儒教や武士道も、中国社会や武家社会における倫理規範、行動規範だった。明治期においても、国家社会における倫理の乱れを、明治の指導者は天皇の権威を利用して「教育勅語」として国民の間に流布させ、道徳的な秩序を回復しようとした。しかし、国家権力の強制によって神の道を説くことはできない。国家や社会によって、死すべき人間によって創作された倫理規範は、その国家や社会の崩壊によって、弊履のように打ち捨てられる。第二次世界大戦の敗戦による大日本帝国政府の崩壊は、日本社会の規範である「教育勅語」に対する信頼をも失わせ、その結果としての道徳の崩壊は、戦後の日本の混乱した社会状況として、今日まで尾を引いている。戦後日本の危機は、こうした戦後に生育した世代が支配的になる二十一世紀にこそ到来するのではあるまいか。

罪の代価は罰であり、呪いである。それは単に刑務所に収容されているものだけが犯罪人であるのではない。誰がこの罪から救済されるのか。どのようにしてこの罪が許されるのか。

第十四節 「契約の奥義」

神との契約の深い隠された意義のことである。深く隠されているから、誰にでも理解し、悟ることのできるものではない。誰にその奥義は知らされるのか。秘儀は誰に知らされるか。それは主を畏れる人であると言う。「畏れる」、あるいは、「敬う」。神を敬い、畏れ、従う人に、神は「契約の深い意味」を知らされると言う。十字架の秘儀もそうである。イエスの十字架がどのような意味を持つのか、それを本当に理解するには何が必要か。これが本論稿の中心テーマでもある。

第十八節 「貧しさと労苦と罪」

この貧しさはもちろん、単なる物質的な貧しさではない。打ちひしがれていること。打ちのめされていること。労苦。惨めさと苦しみと骨折り。そして罪。それらに塗れた私自身を見て、それを取り除いてくださるように、敵がそれを見て辱めることのないようにと祈る。貧しさと労苦は、この詩人にとって、自分の罪の結果としてあった。だから罪から免れることによって、貧しさと労苦とから救われようとする。

第十九節~第二十二節  「敵の不法とその救済」 

聖書の信仰を保持する詩人に対して、敵はますます多くなり、不法を仕掛ける。そのときも神が唯一の逃れ場である。そして、主の助けを待ち望み、私が正しく完全であれば、敵の辱めから救われると言う。

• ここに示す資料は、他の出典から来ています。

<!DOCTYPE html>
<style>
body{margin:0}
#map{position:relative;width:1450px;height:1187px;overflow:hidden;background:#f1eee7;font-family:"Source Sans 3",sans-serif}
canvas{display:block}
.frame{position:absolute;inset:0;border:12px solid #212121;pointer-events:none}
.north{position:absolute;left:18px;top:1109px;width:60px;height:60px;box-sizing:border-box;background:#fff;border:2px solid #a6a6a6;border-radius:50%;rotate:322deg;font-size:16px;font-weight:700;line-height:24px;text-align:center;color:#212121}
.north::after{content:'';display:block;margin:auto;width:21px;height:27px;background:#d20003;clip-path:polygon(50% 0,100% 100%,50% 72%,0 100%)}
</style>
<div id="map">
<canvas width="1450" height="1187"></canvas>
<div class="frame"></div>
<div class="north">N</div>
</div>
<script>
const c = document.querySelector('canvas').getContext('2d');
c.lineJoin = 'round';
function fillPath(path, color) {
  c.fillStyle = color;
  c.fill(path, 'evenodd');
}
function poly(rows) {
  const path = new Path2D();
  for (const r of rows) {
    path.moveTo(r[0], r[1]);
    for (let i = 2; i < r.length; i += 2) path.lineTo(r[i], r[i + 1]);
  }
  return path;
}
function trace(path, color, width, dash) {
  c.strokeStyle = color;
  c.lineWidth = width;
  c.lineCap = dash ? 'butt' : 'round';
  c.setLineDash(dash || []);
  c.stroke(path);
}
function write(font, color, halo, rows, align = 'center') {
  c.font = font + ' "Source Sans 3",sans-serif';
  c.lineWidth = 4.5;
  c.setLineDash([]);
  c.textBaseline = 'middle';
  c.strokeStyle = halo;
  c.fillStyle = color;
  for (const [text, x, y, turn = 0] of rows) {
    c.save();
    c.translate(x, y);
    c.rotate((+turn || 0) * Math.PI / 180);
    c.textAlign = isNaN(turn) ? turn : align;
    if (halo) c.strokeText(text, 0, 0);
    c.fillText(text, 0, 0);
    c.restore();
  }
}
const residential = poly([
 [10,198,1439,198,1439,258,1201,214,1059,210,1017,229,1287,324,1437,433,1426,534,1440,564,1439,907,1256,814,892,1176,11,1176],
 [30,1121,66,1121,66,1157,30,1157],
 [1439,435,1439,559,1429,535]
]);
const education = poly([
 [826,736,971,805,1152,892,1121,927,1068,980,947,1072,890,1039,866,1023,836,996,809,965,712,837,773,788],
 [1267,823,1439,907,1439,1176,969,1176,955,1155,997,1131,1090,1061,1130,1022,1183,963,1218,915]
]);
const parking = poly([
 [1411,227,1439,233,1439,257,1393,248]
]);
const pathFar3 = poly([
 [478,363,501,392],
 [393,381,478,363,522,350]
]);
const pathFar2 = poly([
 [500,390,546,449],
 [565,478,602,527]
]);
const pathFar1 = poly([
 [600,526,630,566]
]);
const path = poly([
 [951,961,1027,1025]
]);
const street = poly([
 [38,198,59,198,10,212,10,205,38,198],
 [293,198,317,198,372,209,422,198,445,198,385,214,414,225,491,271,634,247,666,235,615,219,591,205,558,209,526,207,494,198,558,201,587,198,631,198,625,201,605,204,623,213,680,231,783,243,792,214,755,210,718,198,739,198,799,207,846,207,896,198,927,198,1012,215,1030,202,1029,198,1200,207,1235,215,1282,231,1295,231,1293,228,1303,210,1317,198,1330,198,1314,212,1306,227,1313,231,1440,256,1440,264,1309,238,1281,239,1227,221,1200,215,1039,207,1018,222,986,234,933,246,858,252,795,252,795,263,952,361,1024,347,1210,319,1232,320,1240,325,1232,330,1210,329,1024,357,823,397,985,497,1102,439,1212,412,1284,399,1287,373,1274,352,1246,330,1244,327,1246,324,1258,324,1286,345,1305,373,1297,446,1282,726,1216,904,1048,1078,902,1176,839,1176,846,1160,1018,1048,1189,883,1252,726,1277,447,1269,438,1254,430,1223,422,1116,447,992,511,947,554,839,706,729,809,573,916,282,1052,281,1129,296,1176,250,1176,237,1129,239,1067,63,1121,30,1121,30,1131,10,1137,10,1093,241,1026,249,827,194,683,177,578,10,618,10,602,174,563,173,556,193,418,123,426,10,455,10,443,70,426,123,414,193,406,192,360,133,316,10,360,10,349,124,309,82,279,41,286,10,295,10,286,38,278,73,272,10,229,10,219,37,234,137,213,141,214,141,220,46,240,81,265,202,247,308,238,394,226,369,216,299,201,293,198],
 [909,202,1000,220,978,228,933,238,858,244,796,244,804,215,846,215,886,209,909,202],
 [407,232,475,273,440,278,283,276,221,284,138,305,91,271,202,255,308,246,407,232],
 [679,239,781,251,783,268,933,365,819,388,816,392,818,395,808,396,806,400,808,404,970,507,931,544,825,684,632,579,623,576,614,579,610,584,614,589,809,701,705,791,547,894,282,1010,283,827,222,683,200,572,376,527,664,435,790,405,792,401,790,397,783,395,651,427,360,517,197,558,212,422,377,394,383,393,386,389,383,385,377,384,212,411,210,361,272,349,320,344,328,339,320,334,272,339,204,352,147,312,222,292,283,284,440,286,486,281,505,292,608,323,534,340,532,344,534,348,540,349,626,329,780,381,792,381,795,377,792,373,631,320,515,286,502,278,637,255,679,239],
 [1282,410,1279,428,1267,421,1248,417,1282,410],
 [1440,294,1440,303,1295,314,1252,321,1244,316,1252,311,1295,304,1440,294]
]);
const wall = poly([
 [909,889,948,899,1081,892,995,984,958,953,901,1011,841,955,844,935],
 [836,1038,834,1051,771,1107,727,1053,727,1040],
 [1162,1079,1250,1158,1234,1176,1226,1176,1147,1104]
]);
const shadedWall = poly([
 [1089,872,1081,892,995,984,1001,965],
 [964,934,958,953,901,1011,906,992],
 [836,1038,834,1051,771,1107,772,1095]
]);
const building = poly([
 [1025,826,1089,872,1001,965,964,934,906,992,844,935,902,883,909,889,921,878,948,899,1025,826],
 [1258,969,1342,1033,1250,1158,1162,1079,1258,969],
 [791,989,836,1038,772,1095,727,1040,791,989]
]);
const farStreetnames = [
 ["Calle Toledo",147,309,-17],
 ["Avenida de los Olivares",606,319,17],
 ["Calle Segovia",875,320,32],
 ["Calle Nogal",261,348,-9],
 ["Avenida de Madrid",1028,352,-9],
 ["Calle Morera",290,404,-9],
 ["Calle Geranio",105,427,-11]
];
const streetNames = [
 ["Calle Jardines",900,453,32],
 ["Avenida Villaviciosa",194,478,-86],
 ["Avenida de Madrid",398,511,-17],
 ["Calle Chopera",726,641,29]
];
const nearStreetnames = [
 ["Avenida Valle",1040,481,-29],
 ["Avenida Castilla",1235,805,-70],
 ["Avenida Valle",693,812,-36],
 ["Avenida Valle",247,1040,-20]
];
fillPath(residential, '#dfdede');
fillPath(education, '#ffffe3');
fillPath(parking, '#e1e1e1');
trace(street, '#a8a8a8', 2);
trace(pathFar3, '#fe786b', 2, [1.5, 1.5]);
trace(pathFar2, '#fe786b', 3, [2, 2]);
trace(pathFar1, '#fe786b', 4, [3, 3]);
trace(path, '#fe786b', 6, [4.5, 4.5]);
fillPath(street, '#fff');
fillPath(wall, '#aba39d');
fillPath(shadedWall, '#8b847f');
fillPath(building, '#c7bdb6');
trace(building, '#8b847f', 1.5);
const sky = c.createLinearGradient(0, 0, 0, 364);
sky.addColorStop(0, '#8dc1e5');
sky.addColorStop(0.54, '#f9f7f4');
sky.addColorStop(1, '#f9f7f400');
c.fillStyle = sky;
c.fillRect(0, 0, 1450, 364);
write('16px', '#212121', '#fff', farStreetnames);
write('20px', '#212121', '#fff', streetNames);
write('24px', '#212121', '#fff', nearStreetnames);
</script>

そして、単に個人の救済のみならず、国家としての、あるいは民族としてのイスラエルが全ての苦難から購われることを詩人は祈って、この詩を閉じる。しかし、今日のパレスチナ・イスラエル紛争に見られるようにイスラエルが、この苦難から真に購われているのではないことは明らかである。イエスを受け入れられないイスラエルが、この苦難から救済されることがあるのだろうか。